ISSUE #7 - Mar 19, 2017
This issue is cobbled together in haste due to a new baby arriving ahead of schedule. Please excuse possible newsletter delays over the next few weeks. Our topic this week is technical debt, as a few good posts caught my eye.
Thoughts on technical debt from a developer’s perspective. Interestingly, the acceptability of taking on tech debt is not left up to the developer, but instead framed as a conscious business decision:
Managing technical debt based on “old debt is bad and new debt is good” principle, a debt ceiling, and scientific looking charts:
The “iron triangle” model of looking at technical debt says that any project faces tradeoffs between schedule, cost and scope (that’s the triangle), with the hidden 4th being quality; imagine it being the area of the triangle. If you bend the sides inwards by taking shortcuts, you’re squeezing the quality out. Has specific recommendations for managing technical debt if JIRA is your tool - wish it went into more detail on that.
Identifying and quantifying architectural debt, from a 2016 ICSE paper. The technique looks at cooccurrence of code changes in file sets over time to identify changes that stem from architectural debt.
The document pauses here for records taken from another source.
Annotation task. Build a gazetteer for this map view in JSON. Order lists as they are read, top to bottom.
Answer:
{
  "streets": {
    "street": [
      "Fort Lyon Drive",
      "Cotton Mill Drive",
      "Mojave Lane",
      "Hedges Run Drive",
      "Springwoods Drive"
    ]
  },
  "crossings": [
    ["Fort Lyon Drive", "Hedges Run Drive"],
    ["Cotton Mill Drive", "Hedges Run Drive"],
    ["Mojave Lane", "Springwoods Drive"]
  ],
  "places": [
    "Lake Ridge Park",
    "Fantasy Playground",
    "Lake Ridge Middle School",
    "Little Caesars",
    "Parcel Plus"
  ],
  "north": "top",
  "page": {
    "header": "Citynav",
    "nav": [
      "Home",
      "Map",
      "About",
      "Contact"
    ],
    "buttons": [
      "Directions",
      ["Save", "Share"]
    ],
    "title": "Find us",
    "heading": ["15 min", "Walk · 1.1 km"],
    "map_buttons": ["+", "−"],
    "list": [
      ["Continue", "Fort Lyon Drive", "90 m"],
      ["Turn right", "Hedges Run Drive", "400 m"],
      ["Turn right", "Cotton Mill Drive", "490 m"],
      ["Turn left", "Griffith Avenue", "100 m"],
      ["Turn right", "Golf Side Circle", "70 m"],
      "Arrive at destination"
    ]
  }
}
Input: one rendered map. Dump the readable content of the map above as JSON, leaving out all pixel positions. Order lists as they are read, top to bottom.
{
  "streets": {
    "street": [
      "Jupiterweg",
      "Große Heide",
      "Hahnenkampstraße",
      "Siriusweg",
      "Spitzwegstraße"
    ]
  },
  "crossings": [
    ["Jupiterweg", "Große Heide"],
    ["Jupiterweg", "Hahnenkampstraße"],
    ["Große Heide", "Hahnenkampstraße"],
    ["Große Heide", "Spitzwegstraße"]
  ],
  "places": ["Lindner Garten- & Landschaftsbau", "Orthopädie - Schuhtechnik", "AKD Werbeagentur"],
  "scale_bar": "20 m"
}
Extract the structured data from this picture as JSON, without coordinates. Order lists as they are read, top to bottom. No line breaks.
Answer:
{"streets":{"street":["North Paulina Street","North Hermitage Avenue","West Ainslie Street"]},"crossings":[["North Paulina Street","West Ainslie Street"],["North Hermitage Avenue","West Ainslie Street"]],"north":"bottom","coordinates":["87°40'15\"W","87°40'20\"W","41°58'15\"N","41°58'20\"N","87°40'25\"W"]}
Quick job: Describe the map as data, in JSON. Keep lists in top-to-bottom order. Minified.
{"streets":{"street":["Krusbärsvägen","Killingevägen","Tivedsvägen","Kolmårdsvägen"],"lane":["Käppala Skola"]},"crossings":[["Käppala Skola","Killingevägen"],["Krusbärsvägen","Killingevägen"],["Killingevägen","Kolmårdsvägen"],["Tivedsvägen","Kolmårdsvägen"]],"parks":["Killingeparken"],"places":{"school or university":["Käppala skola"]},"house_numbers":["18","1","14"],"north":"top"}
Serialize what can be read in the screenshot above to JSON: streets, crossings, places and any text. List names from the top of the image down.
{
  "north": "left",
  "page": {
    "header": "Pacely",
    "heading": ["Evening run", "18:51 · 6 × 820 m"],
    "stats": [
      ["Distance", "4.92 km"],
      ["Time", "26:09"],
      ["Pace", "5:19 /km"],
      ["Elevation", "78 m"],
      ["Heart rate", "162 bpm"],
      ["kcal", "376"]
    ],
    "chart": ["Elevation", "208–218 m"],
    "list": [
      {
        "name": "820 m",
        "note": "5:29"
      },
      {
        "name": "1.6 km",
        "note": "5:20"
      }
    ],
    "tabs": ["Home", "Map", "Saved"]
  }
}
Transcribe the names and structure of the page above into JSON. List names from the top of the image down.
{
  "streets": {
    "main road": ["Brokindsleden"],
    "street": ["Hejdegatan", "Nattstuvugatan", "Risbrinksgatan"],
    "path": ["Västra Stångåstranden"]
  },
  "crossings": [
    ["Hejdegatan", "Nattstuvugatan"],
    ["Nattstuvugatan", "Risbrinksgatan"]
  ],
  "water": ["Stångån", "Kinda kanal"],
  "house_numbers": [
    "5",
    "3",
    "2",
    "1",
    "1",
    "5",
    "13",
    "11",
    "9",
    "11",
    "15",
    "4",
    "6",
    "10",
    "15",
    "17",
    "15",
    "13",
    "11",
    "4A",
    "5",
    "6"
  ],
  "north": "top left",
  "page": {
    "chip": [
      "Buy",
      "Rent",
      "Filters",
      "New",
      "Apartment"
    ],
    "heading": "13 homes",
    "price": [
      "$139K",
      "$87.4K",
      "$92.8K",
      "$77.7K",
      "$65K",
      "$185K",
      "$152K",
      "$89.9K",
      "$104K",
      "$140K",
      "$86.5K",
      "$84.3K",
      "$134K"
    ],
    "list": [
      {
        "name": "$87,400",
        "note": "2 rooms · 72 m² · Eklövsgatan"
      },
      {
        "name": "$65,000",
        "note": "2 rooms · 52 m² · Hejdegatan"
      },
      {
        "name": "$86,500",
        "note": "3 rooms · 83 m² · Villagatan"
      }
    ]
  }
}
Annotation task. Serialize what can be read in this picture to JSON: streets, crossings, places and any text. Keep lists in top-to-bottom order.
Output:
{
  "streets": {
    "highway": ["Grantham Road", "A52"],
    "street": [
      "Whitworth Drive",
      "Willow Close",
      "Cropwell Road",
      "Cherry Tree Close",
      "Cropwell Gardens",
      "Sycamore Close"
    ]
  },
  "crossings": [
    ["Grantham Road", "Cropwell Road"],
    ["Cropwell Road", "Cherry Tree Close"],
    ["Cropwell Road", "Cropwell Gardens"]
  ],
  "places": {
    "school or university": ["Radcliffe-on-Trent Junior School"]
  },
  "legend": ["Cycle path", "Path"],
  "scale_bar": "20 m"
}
Analysis of several Apache projects suggests that this type of debt accounts for 85% of the total project maintenance effort!
Managing “process debt” (bugs, testcases, documentation) as a variety of technical debt. I like the concept of auto-closing bugs that have been dormant with no updates for >6 months with a note “Will Not Fix - Over Six Months Old”.
Lessons from scaling Twitter - broader than technical debt alone, of course, but does touch on the topic. “There is no such a thing as a temporary change or workaround: In most cases, workarounds are tech debt”:
On the intersection of product quality (less is more, when it comes to features) and classic quality (absence of bugs, maintainability), and an angle on technical debt (if you take it on, you have to pay it back), from Spotify:
You know how you should always test for short and long input strings, right? Not everyone does; so a single-character first or last name, or 67 middle names, easily breaks many governmental record keeping systems.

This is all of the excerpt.